(Beginning of GIVEN ENTRIES)
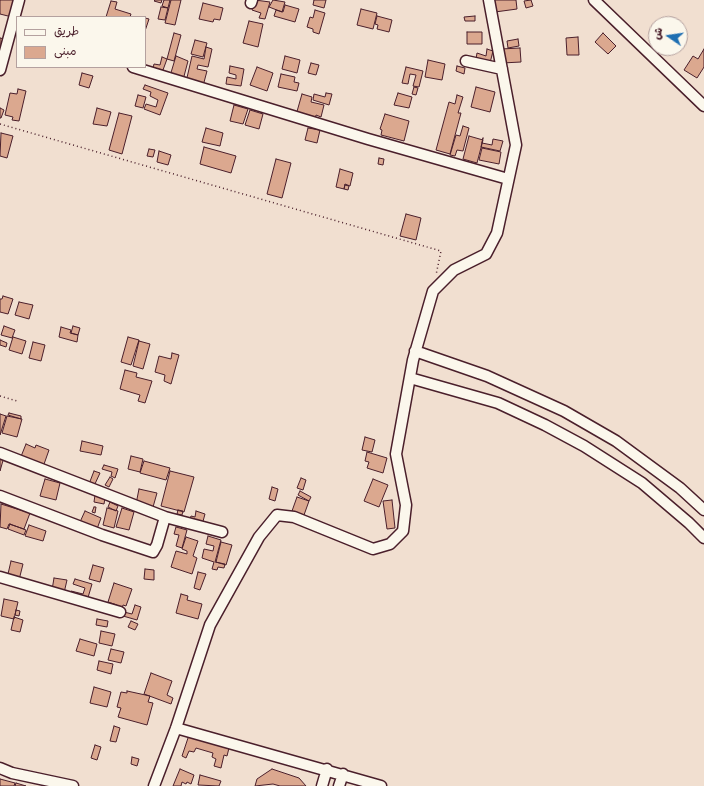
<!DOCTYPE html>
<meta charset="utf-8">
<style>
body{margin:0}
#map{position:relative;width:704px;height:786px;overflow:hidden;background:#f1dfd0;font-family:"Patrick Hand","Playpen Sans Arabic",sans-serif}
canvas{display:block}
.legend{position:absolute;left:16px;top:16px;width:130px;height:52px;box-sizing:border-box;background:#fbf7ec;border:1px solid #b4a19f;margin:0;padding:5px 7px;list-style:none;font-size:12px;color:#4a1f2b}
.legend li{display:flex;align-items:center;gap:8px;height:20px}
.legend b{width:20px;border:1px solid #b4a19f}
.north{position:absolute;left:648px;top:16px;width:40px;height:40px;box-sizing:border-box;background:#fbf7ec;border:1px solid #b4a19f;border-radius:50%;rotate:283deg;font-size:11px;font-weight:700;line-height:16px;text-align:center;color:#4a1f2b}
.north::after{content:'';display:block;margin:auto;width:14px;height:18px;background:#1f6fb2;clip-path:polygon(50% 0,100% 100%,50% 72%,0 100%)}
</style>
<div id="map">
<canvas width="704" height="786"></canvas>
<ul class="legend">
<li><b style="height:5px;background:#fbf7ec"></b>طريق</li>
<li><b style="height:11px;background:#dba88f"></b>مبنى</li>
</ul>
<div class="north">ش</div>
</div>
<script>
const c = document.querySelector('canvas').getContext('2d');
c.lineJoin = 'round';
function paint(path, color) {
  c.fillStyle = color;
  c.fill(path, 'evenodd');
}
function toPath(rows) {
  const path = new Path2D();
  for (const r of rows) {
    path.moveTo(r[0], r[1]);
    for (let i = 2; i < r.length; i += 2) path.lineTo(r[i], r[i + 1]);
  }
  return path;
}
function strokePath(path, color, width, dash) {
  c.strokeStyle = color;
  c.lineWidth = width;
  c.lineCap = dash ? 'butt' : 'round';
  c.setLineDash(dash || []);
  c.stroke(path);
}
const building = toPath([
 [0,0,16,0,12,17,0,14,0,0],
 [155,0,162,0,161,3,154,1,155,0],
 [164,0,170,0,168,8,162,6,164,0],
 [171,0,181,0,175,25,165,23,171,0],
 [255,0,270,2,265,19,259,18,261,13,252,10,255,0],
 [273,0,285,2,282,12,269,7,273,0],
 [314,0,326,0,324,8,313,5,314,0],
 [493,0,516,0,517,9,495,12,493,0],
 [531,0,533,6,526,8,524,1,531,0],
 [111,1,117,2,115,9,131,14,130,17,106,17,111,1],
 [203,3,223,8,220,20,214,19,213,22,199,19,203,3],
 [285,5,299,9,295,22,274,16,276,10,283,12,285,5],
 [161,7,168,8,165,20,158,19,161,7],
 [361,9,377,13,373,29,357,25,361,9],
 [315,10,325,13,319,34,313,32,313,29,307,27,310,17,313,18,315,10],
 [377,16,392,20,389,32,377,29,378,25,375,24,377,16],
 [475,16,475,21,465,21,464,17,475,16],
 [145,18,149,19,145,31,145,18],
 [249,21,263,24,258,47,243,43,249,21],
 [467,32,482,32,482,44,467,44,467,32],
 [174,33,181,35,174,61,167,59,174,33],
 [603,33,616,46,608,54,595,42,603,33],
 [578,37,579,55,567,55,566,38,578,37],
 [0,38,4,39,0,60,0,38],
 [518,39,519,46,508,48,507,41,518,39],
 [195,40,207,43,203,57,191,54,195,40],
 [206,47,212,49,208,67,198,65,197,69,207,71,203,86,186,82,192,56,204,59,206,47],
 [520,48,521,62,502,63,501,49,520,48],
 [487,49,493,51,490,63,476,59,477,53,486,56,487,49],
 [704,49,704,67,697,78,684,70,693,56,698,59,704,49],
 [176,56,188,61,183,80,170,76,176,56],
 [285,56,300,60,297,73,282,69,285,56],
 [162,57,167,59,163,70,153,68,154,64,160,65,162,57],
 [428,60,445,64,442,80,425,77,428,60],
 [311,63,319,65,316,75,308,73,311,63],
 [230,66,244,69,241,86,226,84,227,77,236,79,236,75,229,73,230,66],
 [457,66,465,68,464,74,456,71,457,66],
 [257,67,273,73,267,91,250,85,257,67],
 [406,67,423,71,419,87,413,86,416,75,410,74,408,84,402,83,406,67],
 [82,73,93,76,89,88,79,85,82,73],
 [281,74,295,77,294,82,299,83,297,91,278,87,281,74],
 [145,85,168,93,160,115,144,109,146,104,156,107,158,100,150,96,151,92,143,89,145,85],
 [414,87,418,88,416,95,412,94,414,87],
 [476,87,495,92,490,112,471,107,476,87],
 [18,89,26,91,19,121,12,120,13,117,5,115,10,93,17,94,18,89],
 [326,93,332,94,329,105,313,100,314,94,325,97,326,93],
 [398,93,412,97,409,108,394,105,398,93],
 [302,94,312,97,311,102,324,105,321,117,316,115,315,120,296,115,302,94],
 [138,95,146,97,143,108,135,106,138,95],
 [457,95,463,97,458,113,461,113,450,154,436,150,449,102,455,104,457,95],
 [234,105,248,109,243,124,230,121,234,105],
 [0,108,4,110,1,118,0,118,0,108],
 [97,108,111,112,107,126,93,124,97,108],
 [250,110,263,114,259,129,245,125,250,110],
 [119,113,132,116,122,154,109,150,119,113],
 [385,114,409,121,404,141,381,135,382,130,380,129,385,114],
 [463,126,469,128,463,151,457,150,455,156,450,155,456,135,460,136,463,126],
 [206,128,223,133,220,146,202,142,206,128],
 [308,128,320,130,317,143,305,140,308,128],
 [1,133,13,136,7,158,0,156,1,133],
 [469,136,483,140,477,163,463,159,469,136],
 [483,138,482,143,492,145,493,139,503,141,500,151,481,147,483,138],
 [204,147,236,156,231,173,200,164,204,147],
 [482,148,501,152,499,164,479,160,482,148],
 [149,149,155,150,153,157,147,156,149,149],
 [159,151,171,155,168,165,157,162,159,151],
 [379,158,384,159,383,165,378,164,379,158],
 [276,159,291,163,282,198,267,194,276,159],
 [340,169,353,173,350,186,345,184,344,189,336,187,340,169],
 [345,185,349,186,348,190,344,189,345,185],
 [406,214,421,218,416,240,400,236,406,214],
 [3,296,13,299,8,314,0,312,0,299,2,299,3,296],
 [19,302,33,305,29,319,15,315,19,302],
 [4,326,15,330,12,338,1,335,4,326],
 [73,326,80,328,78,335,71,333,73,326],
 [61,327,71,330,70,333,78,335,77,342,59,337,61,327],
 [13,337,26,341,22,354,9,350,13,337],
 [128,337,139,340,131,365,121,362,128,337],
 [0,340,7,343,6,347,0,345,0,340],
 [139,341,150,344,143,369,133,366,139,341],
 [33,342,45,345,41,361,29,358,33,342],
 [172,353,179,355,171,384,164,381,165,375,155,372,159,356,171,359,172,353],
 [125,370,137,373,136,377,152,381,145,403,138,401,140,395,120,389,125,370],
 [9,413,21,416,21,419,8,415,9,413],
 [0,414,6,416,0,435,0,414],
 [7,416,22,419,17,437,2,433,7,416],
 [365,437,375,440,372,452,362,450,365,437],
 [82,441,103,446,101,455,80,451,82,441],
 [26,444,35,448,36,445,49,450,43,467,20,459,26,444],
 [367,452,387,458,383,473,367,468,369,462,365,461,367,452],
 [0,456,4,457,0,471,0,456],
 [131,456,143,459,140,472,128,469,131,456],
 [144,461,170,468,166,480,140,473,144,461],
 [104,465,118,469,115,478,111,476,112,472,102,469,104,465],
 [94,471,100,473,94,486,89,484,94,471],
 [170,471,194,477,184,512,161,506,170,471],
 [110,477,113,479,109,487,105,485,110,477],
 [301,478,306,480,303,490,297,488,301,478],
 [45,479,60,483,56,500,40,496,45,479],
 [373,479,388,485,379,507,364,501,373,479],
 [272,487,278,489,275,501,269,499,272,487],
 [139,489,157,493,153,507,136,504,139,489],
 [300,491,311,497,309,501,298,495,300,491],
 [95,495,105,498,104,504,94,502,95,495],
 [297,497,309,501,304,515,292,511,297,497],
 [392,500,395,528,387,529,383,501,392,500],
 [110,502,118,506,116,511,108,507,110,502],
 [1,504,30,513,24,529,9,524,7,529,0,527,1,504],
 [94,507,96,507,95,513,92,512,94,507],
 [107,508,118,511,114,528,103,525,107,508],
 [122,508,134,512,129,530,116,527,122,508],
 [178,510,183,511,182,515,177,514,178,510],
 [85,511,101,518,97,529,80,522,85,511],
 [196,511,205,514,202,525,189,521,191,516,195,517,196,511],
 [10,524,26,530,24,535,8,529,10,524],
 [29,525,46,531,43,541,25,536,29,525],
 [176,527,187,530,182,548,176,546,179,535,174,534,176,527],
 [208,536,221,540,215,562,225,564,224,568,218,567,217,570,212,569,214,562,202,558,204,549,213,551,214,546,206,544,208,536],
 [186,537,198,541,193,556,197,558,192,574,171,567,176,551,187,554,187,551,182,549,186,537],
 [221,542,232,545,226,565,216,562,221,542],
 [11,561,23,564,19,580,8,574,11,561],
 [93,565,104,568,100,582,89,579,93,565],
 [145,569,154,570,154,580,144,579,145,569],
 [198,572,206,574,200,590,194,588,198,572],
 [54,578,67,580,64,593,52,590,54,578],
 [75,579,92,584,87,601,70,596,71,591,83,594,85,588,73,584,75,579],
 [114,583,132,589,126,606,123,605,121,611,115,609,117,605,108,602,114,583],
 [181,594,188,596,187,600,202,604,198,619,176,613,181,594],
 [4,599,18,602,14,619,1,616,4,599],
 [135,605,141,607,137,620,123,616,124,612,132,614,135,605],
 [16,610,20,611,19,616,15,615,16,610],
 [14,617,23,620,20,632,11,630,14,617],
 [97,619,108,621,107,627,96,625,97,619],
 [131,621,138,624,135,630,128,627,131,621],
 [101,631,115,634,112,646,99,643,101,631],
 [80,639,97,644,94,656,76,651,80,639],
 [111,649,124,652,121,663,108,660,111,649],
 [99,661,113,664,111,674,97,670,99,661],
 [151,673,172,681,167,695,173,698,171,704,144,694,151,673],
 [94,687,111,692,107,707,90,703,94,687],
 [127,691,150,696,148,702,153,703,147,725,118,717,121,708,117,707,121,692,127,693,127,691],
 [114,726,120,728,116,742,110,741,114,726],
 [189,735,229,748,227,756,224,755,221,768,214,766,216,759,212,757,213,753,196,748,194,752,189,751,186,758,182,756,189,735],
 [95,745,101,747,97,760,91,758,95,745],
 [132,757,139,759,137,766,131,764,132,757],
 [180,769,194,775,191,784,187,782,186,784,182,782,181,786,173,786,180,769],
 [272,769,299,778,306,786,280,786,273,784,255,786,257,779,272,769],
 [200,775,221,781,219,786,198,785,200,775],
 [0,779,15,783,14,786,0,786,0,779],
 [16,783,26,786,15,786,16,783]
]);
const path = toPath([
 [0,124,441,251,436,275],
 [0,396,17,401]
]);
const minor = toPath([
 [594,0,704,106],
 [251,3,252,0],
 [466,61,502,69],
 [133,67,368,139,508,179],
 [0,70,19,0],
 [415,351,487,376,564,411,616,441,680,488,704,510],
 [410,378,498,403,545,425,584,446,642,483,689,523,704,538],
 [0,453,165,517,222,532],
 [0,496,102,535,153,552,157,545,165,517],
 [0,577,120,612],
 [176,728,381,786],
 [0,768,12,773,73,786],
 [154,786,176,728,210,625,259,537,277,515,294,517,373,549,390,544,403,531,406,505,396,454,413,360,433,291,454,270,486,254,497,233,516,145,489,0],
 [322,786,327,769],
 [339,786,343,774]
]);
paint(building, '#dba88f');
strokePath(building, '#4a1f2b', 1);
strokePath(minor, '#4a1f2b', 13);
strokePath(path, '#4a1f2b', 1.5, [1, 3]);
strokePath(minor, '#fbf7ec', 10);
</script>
(End of GIVEN ENTRIES)
WHAT NEEDS TO BE DONE:
What is the number of lines in the entries above that contain the word "dash"? Answer with that number only.

ANSWER BOX:
3